*** MATERIAL SHOWN ***
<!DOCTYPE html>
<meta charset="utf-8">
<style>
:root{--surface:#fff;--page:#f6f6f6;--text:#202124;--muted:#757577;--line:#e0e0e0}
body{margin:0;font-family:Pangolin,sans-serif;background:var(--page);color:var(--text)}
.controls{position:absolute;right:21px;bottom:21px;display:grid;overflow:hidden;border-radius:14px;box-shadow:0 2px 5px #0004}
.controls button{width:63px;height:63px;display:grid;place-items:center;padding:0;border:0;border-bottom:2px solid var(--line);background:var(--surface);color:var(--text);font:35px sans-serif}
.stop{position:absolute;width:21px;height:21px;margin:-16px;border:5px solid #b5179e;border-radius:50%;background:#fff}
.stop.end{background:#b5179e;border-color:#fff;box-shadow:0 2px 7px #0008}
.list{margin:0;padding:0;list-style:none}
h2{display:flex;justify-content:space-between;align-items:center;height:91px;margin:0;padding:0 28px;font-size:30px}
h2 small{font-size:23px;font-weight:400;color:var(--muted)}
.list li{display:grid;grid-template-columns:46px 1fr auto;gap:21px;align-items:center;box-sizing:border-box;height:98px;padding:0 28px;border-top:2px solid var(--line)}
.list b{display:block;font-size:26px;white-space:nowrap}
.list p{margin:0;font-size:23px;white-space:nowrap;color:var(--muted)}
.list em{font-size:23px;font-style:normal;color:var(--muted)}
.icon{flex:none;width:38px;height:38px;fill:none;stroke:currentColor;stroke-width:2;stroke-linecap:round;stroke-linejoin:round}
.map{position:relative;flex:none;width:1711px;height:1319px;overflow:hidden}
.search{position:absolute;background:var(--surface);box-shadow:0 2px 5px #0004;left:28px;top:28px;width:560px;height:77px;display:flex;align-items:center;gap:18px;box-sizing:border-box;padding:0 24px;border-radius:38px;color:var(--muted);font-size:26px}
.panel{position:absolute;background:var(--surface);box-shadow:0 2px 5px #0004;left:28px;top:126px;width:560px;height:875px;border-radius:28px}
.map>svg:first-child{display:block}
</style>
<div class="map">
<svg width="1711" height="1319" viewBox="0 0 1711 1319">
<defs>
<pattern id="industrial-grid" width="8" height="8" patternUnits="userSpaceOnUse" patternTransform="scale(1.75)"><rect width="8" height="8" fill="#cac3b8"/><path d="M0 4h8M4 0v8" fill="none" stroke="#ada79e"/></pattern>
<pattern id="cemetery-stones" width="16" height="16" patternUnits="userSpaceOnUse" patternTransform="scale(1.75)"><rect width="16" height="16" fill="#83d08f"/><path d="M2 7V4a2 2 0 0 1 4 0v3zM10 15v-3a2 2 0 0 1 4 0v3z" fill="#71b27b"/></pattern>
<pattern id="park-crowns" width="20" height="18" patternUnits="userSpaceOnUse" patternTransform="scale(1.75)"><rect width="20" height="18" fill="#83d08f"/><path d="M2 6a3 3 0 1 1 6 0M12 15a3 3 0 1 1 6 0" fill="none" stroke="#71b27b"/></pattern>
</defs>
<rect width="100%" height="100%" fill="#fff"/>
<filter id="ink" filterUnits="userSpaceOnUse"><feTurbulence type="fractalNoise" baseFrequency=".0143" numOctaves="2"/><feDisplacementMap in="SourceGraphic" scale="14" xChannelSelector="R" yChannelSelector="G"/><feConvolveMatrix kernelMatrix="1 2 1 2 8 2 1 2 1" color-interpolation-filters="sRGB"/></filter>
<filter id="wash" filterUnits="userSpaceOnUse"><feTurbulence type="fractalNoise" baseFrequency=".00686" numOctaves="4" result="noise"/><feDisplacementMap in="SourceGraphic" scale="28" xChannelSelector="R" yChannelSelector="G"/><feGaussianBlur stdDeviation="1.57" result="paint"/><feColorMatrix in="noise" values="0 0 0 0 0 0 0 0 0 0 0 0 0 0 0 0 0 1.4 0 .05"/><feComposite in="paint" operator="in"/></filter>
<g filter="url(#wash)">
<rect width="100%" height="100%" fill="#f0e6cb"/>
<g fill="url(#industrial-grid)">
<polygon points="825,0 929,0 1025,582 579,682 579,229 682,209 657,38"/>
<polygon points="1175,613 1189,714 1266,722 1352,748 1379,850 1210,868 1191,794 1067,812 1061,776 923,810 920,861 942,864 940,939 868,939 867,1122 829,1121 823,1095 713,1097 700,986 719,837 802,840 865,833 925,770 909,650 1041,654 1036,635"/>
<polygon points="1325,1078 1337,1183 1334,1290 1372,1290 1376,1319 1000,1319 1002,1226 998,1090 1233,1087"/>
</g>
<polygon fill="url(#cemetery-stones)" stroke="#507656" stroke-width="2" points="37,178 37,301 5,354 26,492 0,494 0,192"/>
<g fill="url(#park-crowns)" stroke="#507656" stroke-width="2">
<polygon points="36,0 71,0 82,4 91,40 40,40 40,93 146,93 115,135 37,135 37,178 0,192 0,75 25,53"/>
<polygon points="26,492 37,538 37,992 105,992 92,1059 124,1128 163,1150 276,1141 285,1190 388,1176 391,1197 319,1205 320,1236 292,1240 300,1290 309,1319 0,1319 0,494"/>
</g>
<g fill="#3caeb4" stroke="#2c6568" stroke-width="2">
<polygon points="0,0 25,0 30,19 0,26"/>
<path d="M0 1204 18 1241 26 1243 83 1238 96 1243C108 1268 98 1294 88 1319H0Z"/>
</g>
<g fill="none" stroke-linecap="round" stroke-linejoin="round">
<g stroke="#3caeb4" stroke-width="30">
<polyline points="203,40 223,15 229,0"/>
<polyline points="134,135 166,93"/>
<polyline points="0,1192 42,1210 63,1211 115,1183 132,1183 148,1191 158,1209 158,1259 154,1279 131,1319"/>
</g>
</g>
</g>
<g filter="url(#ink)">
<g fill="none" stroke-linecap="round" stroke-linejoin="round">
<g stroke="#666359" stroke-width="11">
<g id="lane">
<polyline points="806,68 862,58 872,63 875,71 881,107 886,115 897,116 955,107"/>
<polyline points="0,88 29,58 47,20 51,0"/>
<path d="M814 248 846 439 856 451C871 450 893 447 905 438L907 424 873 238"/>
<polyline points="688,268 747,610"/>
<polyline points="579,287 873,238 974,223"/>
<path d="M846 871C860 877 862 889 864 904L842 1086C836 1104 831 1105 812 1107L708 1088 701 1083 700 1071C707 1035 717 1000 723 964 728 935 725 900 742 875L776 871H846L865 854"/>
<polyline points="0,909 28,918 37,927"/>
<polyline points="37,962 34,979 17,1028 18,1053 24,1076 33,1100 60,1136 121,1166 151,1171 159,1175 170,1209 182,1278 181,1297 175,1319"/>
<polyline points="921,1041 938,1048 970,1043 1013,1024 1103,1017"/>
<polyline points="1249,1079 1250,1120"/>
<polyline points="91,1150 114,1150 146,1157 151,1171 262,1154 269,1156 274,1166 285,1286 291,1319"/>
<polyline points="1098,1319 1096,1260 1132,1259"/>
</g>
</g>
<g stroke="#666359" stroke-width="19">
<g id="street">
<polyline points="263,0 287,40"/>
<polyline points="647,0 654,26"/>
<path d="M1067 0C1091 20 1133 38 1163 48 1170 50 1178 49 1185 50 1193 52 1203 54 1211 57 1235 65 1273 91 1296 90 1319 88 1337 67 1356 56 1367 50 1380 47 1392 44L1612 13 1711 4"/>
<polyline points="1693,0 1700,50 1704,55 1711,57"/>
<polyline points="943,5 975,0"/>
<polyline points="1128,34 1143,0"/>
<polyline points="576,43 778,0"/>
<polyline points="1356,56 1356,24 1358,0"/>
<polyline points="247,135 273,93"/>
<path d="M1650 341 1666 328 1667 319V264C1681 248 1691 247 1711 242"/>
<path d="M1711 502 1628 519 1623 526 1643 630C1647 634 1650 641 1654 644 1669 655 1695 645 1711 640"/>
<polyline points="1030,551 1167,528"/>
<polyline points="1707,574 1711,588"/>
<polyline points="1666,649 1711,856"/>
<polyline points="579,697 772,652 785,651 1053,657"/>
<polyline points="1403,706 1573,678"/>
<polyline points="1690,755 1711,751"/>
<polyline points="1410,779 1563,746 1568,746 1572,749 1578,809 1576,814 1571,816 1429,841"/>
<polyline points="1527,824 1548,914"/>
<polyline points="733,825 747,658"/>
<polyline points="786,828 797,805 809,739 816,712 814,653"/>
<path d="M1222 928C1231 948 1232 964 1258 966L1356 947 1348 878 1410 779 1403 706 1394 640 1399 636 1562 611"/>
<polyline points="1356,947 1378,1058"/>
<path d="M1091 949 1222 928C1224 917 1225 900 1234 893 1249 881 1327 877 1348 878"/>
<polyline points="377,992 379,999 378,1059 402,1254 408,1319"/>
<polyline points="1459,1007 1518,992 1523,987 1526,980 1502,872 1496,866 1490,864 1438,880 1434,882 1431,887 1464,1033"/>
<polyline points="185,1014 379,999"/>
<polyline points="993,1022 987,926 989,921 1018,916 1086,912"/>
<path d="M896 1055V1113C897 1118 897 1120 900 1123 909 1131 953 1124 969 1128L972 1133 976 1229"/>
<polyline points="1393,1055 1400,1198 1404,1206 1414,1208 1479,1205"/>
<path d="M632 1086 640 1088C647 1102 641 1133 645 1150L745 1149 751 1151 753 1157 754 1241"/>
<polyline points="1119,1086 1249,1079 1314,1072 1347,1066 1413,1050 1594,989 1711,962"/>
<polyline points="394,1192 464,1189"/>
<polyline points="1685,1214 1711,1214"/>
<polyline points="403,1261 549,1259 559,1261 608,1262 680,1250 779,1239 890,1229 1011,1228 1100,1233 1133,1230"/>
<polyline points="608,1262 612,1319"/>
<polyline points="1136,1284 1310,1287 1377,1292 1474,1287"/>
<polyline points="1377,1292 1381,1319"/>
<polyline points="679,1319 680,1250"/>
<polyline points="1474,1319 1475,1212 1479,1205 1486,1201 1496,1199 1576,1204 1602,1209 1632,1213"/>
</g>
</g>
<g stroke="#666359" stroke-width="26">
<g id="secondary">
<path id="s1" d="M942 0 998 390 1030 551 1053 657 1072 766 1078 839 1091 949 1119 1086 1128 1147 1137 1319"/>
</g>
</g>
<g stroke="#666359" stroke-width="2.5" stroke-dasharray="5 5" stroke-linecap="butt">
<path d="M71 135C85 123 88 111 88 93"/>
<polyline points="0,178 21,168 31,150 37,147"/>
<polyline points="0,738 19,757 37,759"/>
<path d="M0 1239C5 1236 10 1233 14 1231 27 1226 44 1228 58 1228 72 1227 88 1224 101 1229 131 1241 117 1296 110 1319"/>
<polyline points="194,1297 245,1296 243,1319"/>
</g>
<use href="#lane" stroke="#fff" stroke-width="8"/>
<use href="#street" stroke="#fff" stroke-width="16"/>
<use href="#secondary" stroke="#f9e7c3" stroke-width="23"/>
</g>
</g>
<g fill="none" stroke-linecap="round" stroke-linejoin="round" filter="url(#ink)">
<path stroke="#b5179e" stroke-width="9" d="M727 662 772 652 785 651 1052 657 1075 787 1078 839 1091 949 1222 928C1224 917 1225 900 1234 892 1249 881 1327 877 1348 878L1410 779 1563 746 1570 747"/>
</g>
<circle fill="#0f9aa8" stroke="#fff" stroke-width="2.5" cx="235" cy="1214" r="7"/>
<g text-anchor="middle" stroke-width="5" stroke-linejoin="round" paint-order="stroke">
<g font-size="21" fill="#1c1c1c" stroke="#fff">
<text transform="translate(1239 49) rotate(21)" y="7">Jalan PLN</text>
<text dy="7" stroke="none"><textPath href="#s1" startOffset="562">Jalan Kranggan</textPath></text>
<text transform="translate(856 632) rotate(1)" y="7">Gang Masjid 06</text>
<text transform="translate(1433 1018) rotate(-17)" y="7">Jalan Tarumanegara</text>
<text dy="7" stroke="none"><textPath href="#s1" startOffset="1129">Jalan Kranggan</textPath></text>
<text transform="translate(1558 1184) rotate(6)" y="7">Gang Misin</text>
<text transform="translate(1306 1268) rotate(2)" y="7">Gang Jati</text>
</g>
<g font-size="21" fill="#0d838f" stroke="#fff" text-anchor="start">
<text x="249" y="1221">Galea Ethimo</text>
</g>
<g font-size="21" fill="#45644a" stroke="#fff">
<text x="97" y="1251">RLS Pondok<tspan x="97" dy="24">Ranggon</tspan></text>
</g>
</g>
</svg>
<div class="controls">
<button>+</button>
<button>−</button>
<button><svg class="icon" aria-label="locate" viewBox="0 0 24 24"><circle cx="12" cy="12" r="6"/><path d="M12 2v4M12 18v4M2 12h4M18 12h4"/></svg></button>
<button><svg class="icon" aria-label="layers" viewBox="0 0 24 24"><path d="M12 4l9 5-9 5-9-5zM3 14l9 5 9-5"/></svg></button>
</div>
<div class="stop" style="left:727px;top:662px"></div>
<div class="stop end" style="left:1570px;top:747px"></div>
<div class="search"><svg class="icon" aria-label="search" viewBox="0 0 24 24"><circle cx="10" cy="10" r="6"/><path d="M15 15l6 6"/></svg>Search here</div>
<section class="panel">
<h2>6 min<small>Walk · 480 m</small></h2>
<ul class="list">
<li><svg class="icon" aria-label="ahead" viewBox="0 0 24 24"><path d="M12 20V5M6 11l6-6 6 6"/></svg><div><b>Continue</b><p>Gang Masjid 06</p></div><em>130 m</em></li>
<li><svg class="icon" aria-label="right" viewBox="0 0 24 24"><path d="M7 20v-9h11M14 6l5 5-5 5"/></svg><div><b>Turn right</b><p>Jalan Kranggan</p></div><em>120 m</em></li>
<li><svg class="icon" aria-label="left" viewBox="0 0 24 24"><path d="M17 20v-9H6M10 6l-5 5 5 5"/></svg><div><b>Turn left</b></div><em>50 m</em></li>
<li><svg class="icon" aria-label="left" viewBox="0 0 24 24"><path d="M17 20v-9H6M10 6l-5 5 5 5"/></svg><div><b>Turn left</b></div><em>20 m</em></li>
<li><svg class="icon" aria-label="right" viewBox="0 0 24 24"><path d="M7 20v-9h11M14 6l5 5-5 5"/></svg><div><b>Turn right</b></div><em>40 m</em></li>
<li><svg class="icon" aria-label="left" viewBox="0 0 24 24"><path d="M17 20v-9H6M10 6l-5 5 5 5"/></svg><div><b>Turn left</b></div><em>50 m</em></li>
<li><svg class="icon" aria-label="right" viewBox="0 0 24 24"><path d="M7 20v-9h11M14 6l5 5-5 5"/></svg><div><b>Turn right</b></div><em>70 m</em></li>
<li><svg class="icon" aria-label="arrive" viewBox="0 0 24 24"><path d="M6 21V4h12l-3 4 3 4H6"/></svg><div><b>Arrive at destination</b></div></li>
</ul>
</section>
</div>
*** End of MATERIAL SHOWN ***
◆ YOUR INSTRUCTIONS ◆
Find "SourceGraphic" in the data above. Report each line where it appears.

◆ REPLY ◆
<filter id="ink" filterUnits="userSpaceOnUse"><feTurbulence type="fractalNoise" baseFrequency=".0143" numOctaves="2"/><feDisplacementMap in="SourceGraphic" scale="14" xChannelSelector="R" yChannelSelector="G"/><feConvolveMatrix kernelMatrix="1 2 1 2 8 2 1 2 1" color-interpolation-filters="sRGB"/></filter>
<filter id="wash" filterUnits="userSpaceOnUse"><feTurbulence type="fractalNoise" baseFrequency=".00686" numOctaves="4" result="noise"/><feDisplacementMap in="SourceGraphic" scale="28" xChannelSelector="R" yChannelSelector="G"/><feGaussianBlur stdDeviation="1.57" result="paint"/><feColorMatrix in="noise" values="0 0 0 0 0 0 0 0 0 0 0 0 0 0 0 0 0 1.4 0 .05"/><feComposite in="paint" operator="in"/></filter>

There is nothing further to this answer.